No single program is applicable for all health care systems. Each quality improvement program should be tailored to its respective community. This case demonstrates the need to consider the needs of rural communities where the diagnostic evaluation begins. The referral and referring centers must connect at all phases of care—patient consultation, preoperative, intraoperative, postoperative, and after discharge—otherwise, quality surgical care will be lost.

The right provider at the right time

No physician is further from direct contact with the patient than the pathologist, yet his or her findings direct treatment plans every day. At the same time, the pathologist’s information is only meaningful when it is communicated in a timely manner to the other members of the patient’s care team. In this case, a pathology quality improvement program prevented the pathologist from making an incomplete diagnosis, but the pathologist’s phone call to the right provider at the right time was the primary reason the patient is alive and cancer-free today. This patient’s success validates the need for multidisciplinary quality review, communication, and continuity between tertiary and rural centers. The emphasis of these principles through programs such as the Red Book and the College’s new rural verification programs will facilitate recognition of community-specific needs to improve the health and safety of patients nationwide.
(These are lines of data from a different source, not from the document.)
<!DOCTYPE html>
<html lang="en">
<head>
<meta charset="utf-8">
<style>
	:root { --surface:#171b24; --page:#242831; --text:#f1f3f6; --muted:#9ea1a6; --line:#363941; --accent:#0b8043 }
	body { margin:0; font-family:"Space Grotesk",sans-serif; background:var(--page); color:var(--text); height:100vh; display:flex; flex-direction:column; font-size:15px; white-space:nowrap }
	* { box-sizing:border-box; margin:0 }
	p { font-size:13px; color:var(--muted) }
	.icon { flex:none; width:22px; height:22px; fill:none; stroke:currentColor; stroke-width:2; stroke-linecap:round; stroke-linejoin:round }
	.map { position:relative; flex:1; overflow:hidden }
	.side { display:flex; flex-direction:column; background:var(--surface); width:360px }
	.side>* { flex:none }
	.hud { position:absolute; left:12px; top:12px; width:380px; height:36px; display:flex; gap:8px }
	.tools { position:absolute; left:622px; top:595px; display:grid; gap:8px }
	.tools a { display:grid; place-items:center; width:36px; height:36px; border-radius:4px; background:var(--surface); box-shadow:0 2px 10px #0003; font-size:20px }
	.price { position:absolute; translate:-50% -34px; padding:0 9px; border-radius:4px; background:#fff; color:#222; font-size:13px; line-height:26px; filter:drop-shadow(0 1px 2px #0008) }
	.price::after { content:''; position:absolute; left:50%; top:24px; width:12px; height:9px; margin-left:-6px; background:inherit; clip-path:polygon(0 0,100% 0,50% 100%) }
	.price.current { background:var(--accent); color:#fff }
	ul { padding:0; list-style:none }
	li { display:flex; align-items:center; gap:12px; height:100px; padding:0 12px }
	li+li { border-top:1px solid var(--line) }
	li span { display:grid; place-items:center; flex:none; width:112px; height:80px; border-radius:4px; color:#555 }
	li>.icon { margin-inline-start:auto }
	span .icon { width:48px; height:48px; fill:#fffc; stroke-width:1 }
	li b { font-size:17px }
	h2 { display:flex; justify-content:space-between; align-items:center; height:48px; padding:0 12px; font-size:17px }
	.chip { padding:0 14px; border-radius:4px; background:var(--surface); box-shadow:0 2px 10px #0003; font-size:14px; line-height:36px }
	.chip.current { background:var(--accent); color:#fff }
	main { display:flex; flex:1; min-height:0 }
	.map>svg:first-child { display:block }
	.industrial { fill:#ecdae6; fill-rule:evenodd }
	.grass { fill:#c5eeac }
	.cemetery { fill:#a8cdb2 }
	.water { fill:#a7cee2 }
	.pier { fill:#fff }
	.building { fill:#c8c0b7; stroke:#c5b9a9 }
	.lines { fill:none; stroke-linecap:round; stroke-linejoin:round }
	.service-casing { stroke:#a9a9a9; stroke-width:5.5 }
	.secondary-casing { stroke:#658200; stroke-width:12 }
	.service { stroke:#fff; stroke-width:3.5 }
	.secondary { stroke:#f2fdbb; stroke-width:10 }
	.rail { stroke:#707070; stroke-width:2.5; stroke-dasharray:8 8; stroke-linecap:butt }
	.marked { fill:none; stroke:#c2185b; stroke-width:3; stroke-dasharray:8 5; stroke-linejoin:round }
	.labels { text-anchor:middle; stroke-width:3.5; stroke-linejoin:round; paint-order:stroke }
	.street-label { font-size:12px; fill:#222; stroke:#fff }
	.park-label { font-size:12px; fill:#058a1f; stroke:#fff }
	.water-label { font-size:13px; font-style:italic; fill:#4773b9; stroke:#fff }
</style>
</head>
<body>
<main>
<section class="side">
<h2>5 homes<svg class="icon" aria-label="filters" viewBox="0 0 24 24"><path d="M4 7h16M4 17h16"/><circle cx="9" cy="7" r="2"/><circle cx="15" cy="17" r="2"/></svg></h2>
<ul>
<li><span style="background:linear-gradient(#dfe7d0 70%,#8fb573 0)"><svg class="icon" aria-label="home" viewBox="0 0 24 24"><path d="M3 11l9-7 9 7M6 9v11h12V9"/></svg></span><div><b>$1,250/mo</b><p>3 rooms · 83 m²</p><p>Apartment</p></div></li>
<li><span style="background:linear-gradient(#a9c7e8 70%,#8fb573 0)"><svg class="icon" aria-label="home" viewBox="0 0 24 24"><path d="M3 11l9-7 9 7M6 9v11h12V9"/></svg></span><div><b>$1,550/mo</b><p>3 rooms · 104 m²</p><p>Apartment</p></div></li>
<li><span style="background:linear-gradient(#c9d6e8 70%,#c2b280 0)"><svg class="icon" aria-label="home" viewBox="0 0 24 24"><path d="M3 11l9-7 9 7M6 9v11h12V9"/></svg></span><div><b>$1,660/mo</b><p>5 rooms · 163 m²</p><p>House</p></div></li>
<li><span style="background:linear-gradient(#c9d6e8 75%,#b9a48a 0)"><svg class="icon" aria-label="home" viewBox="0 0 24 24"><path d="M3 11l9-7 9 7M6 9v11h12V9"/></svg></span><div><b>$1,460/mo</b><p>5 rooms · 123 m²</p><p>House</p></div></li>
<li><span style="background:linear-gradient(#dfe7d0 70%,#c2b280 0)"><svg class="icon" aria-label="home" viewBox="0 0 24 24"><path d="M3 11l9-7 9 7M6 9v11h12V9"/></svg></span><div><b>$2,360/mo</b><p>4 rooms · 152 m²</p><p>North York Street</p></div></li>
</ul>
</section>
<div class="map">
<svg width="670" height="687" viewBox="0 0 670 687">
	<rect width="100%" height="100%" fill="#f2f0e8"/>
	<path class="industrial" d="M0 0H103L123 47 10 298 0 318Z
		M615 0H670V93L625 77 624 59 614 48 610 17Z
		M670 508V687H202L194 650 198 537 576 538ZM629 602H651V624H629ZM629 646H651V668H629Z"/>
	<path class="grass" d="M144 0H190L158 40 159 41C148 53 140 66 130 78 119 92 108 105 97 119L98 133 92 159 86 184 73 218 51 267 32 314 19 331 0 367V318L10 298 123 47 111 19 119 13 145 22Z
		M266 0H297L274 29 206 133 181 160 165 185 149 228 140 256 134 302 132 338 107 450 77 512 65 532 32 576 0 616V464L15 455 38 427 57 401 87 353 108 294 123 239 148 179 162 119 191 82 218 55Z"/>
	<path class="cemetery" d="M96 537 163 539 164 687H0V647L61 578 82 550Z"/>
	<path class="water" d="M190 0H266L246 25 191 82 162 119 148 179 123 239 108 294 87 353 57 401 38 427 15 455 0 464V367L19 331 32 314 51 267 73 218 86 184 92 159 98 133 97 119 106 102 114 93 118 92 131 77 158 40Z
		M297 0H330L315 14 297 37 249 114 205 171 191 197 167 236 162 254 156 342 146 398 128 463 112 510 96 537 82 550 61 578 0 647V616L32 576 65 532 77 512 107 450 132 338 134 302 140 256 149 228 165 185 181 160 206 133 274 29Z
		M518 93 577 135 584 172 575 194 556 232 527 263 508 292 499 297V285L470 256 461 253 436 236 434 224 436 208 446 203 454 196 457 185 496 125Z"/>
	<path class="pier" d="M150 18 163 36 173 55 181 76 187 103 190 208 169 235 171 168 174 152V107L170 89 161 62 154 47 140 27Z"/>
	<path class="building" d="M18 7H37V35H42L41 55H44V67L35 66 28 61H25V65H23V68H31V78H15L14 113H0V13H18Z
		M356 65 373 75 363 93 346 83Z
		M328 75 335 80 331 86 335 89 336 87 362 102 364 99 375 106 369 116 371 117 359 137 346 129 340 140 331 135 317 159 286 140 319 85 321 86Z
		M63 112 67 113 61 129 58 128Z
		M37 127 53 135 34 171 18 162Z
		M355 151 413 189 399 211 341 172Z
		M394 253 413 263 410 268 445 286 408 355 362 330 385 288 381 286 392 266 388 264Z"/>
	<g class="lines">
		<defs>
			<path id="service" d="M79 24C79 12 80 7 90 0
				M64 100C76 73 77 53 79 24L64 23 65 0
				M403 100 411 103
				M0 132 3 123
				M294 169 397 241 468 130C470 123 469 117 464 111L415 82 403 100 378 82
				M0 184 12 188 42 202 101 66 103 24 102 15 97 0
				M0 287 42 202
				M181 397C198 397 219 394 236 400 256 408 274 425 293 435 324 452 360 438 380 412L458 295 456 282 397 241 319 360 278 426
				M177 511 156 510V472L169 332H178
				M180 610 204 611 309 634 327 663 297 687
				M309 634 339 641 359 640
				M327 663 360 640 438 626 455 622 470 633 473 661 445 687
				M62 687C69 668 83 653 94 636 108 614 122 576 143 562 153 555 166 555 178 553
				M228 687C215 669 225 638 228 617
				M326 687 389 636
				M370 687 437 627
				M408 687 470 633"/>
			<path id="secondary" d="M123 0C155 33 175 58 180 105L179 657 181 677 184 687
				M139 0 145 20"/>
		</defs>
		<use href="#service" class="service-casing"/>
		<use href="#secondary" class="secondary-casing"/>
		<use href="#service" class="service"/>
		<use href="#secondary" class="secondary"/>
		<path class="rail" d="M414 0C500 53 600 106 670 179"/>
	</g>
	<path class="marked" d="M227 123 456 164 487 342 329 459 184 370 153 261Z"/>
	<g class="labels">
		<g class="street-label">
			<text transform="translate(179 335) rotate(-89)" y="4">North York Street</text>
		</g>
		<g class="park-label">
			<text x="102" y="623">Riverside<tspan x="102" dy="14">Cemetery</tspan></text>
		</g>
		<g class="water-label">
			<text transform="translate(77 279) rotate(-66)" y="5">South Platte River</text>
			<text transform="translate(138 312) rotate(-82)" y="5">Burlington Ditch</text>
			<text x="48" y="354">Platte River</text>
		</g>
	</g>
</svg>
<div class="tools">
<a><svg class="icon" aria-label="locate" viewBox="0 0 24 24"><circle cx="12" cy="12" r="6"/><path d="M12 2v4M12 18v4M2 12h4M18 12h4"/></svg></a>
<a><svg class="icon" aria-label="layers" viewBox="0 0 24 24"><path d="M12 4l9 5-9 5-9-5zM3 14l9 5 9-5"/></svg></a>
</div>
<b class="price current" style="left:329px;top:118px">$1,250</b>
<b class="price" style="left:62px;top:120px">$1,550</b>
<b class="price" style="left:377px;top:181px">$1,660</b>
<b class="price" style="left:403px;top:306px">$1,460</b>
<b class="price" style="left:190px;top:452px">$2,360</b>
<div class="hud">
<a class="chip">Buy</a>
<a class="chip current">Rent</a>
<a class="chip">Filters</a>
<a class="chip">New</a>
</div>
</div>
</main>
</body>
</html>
*Puls MW, Hughes TG, Sarap M, Caropreso P, Nakayama DK, Welsh DJ. New ACS-led verification program aims to improve care for rural surgical patients. Bull Am Coll Surg. 2020;105(4):24-28. Available at: https://bulletin.facs.org/2020/04/new-acs-led-verification-program-aims-to-improve-care-for-rural-surgical-patients/. Accessed June 22, 2020.

Schizas D, Katsaros I, Michalinos A, et al. Collision tumors of the gastrointestinal tract: A systematic review of the literature. Anticancer Res. 2018;38(11):6047-6057.